*Exercise prompt*. If the records include pictures, omit them and set down everything else verbatim.

*Exercise inputs*.
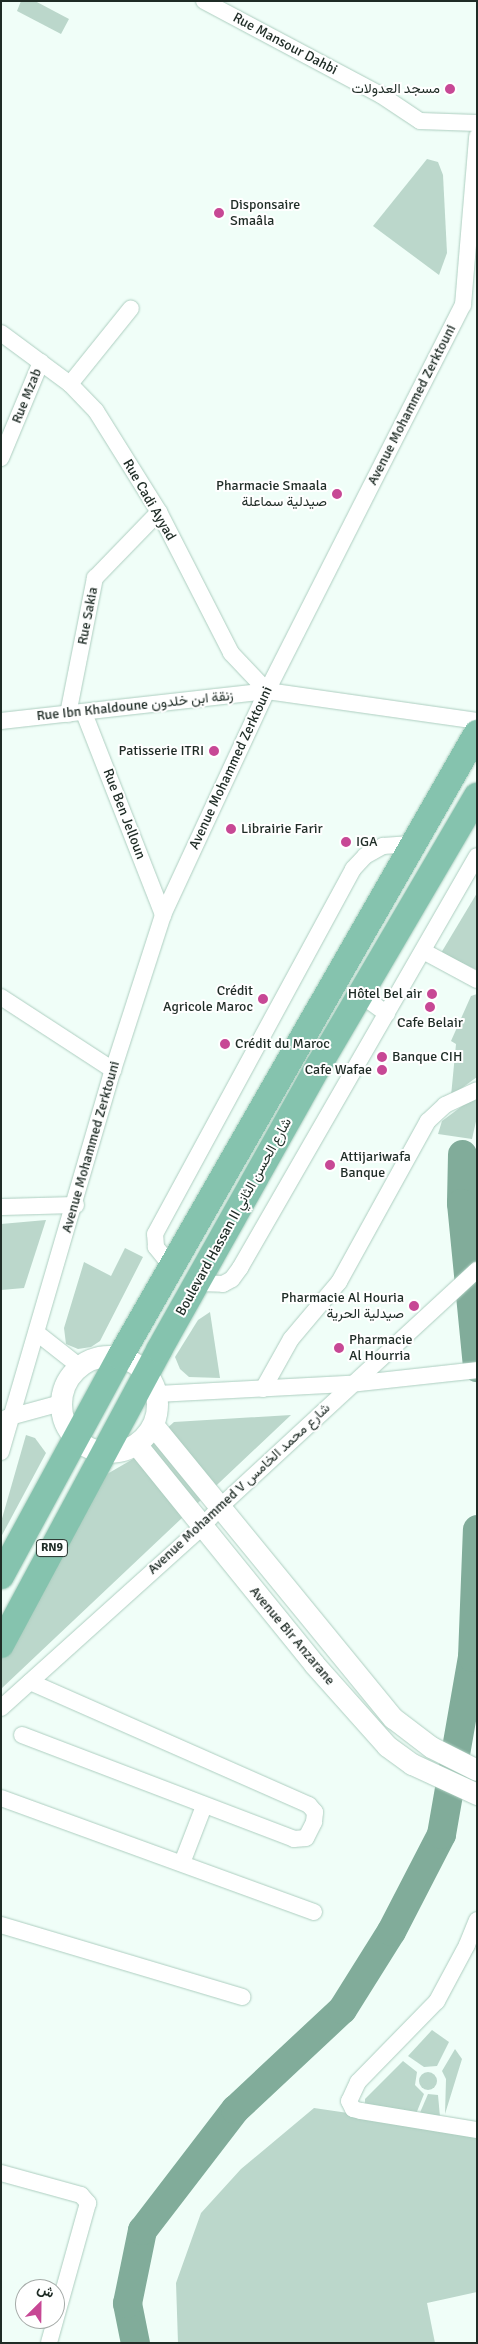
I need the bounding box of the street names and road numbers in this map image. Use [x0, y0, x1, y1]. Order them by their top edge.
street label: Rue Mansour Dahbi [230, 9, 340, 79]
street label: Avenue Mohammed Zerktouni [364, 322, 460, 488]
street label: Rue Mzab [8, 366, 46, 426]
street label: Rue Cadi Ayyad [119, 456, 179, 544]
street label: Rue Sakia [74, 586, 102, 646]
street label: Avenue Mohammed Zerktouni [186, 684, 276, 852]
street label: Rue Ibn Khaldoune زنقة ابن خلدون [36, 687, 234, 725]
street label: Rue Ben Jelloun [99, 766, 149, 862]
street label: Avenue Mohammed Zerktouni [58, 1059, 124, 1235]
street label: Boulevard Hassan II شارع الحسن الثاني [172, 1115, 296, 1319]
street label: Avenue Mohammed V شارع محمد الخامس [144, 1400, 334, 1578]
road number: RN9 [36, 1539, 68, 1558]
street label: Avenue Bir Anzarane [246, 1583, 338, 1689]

*Solved problem*.
I need the bounding box of the street names and road numbers in this map image. Use [x0, y0, x1, y1]. Order them by their top edge.
street label: Rue Mansour Dahbi [230, 9, 340, 79]
street label: Avenue Mohammed Zerktouni [364, 322, 460, 488]
street label: Rue Mzab [8, 366, 46, 426]
street label: Rue Cadi Ayyad [119, 456, 179, 544]
street label: Rue Sakia [74, 586, 102, 646]
street label: Avenue Mohammed Zerktouni [186, 684, 276, 852]
street label: Rue Ibn Khaldoune زنقة ابن خلدون [36, 687, 234, 725]
street label: Rue Ben Jelloun [99, 766, 149, 862]
street label: Avenue Mohammed Zerktouni [58, 1059, 124, 1235]
street label: Boulevard Hassan II شارع الحسن الثاني [172, 1115, 296, 1319]
street label: Avenue Mohammed V شارع محمد الخامس [144, 1400, 334, 1578]
road number: RN9 [36, 1539, 68, 1558]
street label: Avenue Bir Anzarane [246, 1583, 338, 1689]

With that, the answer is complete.